When you search for pdf file, as default, SharePoint just looks for metadata and return search result with your expected. But the icon of pdf files display as unknow document type and important is SharePoint can not search within pdf content.
In this post, I will show you how to configure pdf icon in search result or document library and enable full text search for pdf content file.
1. Configure PDF Icon
– Download PDF Icon from Adobe website: http://www.adobe.com/images/pdficon_small.gif and save it to Images folder under 14 hive folder (In my case C:\Program Files\Common Files\Microsoft Shared\Web server extensions\14\Template\Images)
– Open Command Prompt and type IISRESET -Stop to stop IIS and edit Docicon.xml
– Navigate XML folder from C:\Program Files\Common Files\Microsoft Shared\Web Server extensions\14\Template\Xml and open Docicon.xml by NotePad
– Insert <mapping key=”pdf” value=”pdficon_small.gif ” /> within the <ByExtension> section
– Save and Run command IISRESET -Start
– Add PDF file to the supported file types list
- Open SharePoint Central Administration and login with Administrator permission
- Click on Manage service applications link under Application Management section
- Click on Search Service Application
- In the Search Administration configuration page, click on File Types link from left sidebar
- Select “New File Type”
- In File extension textbox, type PDF and then click OK
- Come back to file types list, confirm that PDF file in the list and show with pdf icon.
2. Install Adobe PDF iFilter
– As you know, PDF file is the standard and published by Adobe, that is the reason why SharePoint is not include as default of search. Adobe released Adobe PDF iFilter 9 for 64-bit platforms, which will allow searching PDF files on Microsoft Windows 64-bit platforms for desktop search, Microsoft Office SharePoint Server, Microsoft Exchange Server, and Microsoft SQL Server… More information and download you can visit http://www.adobe.com/support/downloads/detail.jsp?ftpID=4025 for iFilter verson 9
– Download and install PDFiFilter64installer.exe
– Follow installation instructions to complete install and configure SharePoint server to enable PDF indexing.
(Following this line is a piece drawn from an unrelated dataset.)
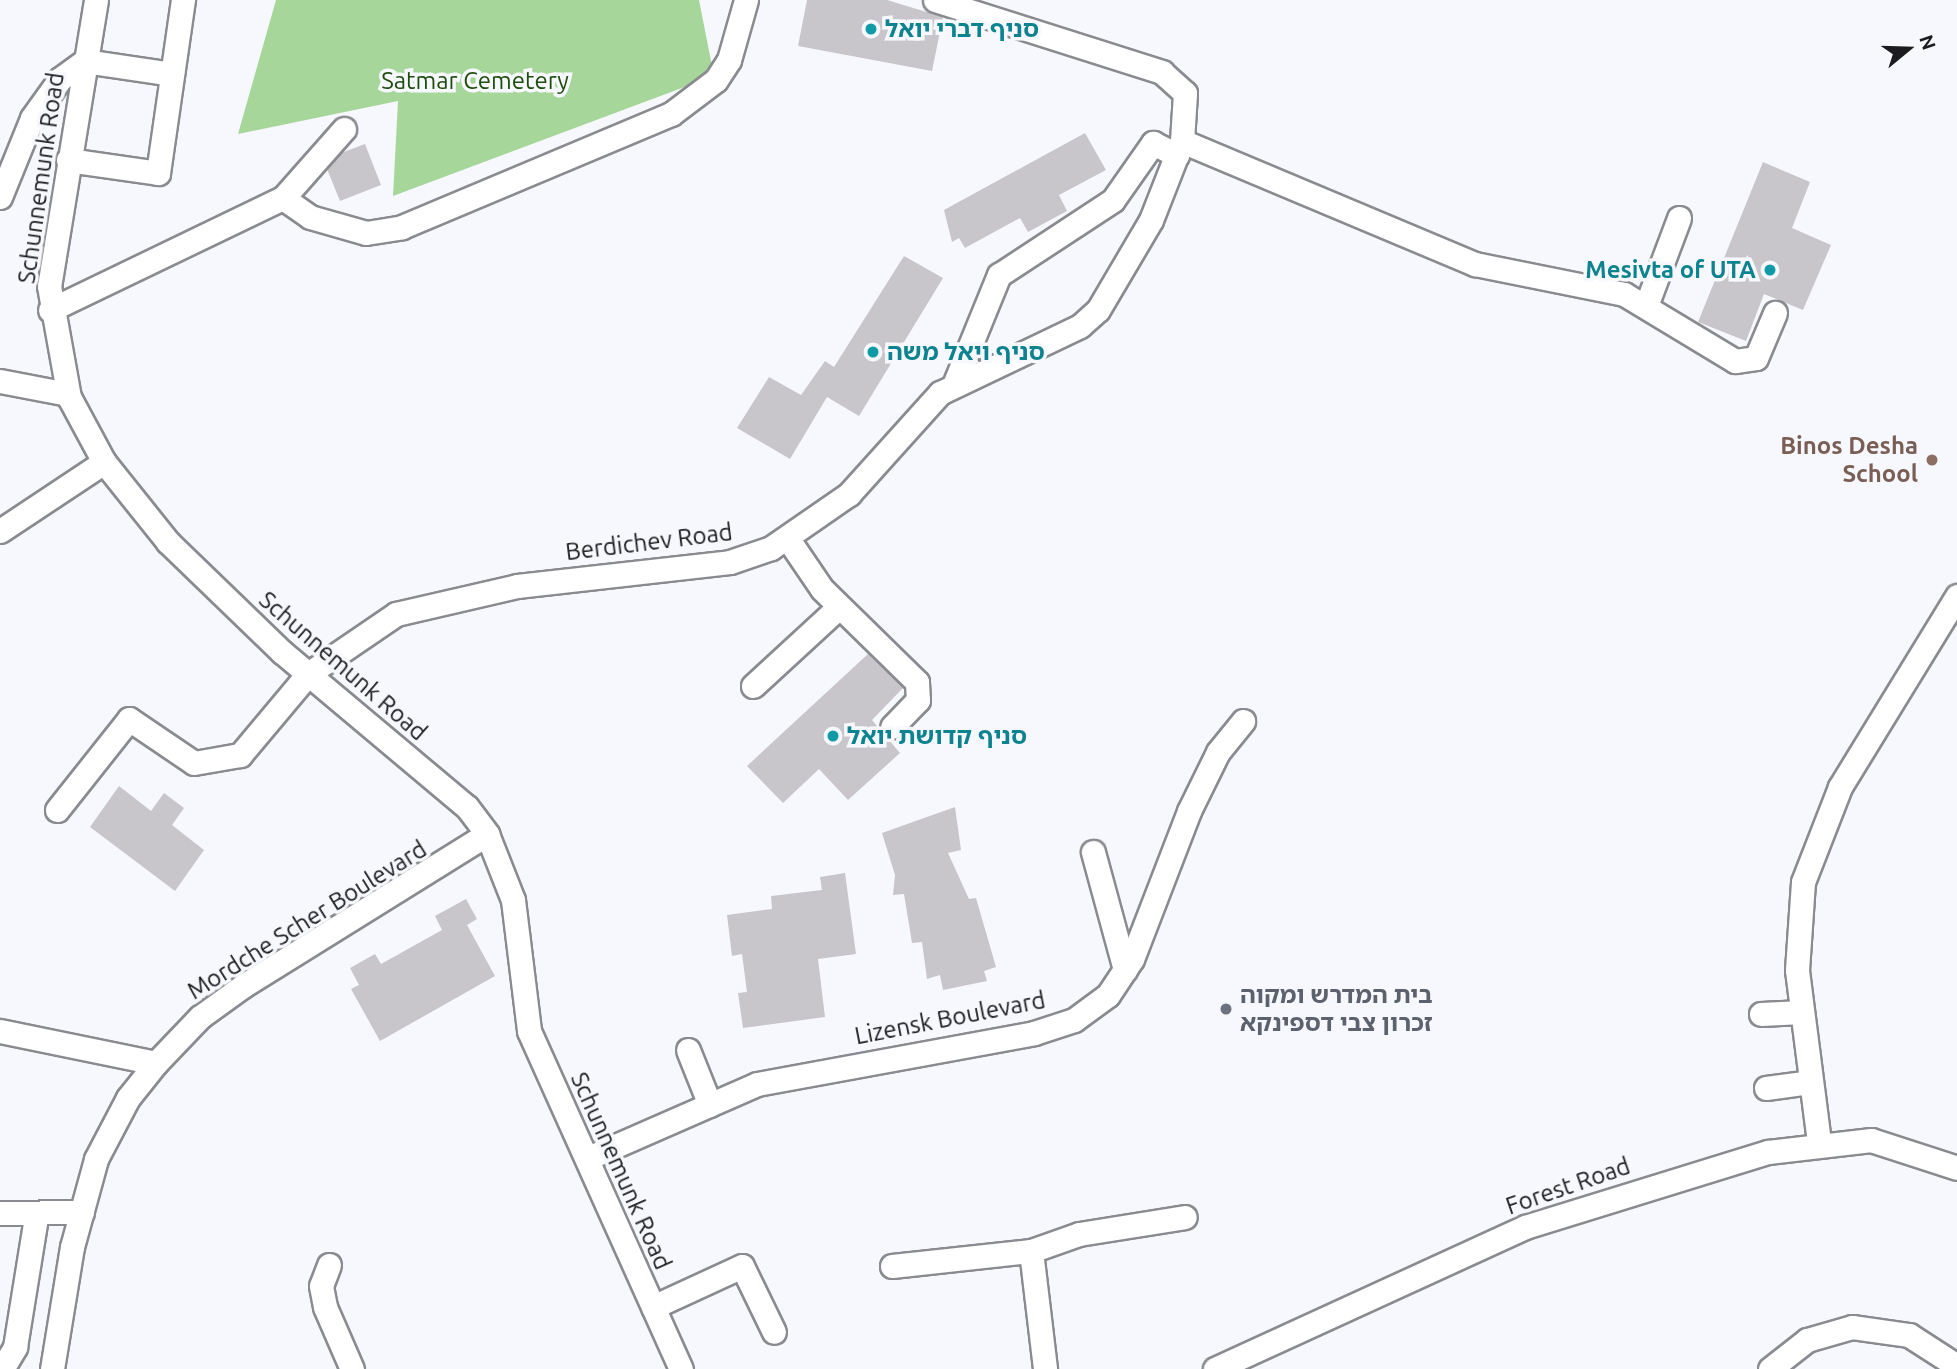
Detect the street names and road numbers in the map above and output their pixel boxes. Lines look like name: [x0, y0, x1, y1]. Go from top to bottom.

This instructions is used for SharePoint 2007 but it nearly same on SharePoint 2010.
– Finally, Login Central Admin, Navigate Manage Service Application -> Search Service Application -> Select Content Source and Start Full Crawl. You have to run full crawl because SharePoint indexes file name in old file type extension list if you run Incremental Crawl, so that when a new file type is added, it’s required to perform a full crawl to identify all file type in new list.
– Try to make a search within PDF content to test and the result should be like this
If you are not sure and confident with manually configuration as above. You can use the power shell script for out of box automatically configuration from configure PDF Icon to complete PDF iFilter installation. Download the script here. Thanks Josko for useful script.
Cheers
Hoang Nhut Nguyen
Email: nhutcmos@gmail.com
References:
Hi there would you mind sharing which blog platform you’re using? I’m planning to start
my own blog soon but I’m having a tough time selecting between BlogEngine/Wordpress/B2evolution and Drupal. The reason I ask is because your layout seems different then most blogs and I’m looking for something
unique. P.S Apologies for getting off-topic but I had to ask!
If you look at the bottom of the page, it says wordpress.
Helpful post thanks!
Thanks for the post, but I see that it is not searching inside the PDF files, please advise?
Are you missing any step or any errors during installation process?
You can download installation script at https://docs.google.com/open?id=0B55FfAMp1BXdMDRhNzQyZjktM2Y5NS00MjY4LTkwYjUtY2QwOWUxOTQ3MzY0 for automatically setup.
I have not missed any step, the thing is that, my application server is on different machine, with all prerequisites as IIS role etc and database server is on different machine. I have installed this on web/application server.
On application server , I do not see these directories etc. to install, please advise?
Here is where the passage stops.